§ **Data records**
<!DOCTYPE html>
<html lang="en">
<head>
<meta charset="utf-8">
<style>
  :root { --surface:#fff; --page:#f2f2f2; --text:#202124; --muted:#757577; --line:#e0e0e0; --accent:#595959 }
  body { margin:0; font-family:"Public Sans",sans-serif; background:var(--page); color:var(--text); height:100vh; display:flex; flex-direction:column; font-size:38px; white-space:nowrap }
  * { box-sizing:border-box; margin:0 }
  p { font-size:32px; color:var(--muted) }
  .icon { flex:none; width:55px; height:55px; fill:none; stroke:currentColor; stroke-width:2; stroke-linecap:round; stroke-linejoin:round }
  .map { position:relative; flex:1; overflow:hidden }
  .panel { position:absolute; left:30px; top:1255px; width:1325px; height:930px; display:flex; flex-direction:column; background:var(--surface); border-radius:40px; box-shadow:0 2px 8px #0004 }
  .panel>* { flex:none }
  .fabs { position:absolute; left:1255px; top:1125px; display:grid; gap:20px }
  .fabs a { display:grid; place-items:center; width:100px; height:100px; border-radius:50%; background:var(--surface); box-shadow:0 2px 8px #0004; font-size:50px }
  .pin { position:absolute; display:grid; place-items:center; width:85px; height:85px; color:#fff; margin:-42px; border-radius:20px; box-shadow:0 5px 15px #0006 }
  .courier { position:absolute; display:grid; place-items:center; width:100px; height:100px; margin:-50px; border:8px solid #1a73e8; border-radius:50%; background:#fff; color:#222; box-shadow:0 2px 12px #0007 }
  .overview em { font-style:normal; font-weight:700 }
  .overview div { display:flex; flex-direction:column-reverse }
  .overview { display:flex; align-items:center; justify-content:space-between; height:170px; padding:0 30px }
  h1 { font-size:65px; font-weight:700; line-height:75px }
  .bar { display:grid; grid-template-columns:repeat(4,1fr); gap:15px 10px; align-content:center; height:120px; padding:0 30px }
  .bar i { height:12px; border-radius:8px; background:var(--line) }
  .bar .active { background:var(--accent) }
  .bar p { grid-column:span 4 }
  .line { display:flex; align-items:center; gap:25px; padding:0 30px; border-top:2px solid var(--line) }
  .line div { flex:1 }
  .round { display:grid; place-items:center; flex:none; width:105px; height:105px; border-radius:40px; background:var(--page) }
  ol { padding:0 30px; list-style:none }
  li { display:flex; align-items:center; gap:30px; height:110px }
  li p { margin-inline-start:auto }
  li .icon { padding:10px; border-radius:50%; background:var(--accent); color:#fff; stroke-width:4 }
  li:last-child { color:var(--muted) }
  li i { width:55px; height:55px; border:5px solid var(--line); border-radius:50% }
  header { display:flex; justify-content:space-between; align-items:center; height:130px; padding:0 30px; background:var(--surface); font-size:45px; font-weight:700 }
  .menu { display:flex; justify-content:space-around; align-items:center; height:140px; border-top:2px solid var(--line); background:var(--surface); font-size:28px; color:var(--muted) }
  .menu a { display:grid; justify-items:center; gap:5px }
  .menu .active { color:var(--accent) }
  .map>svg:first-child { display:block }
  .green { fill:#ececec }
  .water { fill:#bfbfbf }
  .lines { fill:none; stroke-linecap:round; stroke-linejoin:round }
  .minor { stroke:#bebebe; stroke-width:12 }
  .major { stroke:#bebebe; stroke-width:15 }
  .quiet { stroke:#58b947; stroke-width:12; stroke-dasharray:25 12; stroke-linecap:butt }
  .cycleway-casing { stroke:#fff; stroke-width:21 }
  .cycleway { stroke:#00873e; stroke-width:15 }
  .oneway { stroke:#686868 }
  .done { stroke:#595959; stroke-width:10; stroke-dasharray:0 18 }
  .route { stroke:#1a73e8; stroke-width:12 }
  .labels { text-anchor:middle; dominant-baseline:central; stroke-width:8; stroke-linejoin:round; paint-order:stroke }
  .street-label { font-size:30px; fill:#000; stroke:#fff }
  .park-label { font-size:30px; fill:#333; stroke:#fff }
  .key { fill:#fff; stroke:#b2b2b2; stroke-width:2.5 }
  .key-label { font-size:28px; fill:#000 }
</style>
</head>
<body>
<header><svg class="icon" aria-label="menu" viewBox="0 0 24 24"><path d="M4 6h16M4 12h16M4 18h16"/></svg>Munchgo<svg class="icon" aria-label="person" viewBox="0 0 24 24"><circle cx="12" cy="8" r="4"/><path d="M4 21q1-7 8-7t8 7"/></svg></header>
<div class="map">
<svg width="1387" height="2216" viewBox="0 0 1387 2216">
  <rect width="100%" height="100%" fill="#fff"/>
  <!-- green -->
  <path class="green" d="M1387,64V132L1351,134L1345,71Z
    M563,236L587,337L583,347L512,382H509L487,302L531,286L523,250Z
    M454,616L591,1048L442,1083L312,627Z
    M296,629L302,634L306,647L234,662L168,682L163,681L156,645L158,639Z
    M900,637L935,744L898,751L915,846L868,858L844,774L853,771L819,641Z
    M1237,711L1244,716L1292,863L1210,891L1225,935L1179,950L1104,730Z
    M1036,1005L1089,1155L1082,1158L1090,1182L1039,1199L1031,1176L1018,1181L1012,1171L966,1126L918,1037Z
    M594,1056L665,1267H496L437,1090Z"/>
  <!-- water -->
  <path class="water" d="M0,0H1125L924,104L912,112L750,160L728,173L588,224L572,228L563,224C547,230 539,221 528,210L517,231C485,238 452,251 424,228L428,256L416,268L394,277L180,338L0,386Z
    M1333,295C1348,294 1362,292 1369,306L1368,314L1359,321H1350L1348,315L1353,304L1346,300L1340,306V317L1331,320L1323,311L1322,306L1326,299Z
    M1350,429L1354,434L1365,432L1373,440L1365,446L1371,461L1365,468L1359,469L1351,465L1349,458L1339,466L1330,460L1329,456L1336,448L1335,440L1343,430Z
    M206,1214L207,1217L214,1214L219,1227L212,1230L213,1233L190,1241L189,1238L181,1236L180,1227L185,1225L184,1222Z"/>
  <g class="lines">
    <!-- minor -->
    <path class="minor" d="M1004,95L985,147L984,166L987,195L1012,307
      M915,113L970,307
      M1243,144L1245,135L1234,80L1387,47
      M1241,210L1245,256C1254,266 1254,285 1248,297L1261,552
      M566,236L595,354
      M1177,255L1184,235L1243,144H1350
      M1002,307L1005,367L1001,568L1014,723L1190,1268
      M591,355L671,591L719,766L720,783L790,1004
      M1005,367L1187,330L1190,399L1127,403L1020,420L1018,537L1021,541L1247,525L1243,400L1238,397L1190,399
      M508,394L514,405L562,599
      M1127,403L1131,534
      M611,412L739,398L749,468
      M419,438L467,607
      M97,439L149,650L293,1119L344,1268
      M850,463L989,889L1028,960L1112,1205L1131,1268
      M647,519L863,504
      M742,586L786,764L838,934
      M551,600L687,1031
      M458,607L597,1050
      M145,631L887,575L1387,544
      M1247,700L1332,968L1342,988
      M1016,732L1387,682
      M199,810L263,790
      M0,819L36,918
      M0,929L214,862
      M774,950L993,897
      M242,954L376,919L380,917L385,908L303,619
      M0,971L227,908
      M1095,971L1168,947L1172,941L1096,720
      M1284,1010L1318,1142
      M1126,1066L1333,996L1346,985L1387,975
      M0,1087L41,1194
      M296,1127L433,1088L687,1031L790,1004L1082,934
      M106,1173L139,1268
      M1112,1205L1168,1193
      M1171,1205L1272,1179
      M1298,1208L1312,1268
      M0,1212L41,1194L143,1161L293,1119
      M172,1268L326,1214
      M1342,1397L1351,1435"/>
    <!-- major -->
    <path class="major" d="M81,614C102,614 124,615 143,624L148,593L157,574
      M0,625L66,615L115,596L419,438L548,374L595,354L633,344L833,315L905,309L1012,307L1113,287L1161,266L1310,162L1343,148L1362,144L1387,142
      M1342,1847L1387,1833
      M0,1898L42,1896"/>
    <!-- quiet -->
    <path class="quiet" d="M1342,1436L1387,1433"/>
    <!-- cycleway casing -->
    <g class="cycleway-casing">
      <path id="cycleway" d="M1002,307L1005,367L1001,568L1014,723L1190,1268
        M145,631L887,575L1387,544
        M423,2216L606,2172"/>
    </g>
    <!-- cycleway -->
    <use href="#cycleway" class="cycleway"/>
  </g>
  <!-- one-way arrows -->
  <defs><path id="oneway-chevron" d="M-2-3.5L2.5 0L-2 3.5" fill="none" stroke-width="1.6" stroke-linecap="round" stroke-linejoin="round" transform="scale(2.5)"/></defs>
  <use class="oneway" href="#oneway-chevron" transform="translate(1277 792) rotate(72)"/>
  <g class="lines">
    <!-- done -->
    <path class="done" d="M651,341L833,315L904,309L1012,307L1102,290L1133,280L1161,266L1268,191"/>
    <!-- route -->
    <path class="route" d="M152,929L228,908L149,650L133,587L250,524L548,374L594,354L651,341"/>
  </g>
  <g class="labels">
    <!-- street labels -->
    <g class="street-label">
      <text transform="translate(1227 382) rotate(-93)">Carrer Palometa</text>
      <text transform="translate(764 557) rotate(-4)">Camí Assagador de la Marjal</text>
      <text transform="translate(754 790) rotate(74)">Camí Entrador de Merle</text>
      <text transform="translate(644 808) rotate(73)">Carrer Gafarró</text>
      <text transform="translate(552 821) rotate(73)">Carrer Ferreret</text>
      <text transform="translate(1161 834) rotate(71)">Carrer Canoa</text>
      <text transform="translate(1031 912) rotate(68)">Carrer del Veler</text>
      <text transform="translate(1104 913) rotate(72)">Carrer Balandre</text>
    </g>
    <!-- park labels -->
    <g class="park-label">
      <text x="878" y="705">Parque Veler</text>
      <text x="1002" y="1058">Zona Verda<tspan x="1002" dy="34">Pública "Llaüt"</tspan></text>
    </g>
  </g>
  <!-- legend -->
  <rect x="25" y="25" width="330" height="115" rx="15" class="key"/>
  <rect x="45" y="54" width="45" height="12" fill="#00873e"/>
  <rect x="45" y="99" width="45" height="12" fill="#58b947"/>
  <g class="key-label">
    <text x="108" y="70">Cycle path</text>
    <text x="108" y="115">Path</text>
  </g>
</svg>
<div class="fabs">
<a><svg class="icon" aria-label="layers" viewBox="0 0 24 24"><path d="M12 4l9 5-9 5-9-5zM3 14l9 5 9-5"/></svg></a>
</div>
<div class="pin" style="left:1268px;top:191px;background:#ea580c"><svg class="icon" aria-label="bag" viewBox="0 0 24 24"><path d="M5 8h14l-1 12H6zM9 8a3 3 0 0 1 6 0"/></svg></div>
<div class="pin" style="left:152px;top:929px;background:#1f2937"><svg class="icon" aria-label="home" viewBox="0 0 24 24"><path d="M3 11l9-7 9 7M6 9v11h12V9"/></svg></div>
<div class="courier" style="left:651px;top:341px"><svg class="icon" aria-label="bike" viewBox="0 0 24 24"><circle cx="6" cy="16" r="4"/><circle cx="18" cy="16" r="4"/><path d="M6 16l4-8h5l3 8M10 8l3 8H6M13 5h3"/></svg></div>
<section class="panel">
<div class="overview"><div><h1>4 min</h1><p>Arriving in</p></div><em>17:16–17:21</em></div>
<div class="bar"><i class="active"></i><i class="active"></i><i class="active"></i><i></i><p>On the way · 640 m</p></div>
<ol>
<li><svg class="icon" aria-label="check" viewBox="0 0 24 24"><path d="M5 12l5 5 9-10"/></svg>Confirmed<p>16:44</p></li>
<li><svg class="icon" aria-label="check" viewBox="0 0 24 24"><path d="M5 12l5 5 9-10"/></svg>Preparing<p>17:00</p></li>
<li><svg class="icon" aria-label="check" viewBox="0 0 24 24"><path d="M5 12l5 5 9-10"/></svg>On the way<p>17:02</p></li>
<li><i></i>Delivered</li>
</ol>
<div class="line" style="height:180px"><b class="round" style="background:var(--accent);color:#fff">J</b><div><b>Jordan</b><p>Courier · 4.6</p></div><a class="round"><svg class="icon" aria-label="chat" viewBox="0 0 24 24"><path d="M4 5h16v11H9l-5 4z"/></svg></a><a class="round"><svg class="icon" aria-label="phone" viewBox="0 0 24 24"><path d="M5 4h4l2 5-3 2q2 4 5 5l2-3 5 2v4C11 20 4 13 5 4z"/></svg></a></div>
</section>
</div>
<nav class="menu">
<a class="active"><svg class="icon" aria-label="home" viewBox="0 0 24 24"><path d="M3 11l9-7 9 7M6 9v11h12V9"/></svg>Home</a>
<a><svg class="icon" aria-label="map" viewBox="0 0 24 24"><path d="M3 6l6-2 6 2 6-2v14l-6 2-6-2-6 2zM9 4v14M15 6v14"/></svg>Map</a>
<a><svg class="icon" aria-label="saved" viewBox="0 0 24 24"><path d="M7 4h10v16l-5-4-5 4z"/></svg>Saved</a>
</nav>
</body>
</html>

§ **Task statement**
I would like you to report every line in the listing above that contains "body".

§ **Response area**
  body { margin:0; font-family:"Public Sans",sans-serif; background:var(--page); color:var(--text); height:100vh; display:flex; flex-direction:column; font-size:38px; white-space:nowrap }
<body>
</body>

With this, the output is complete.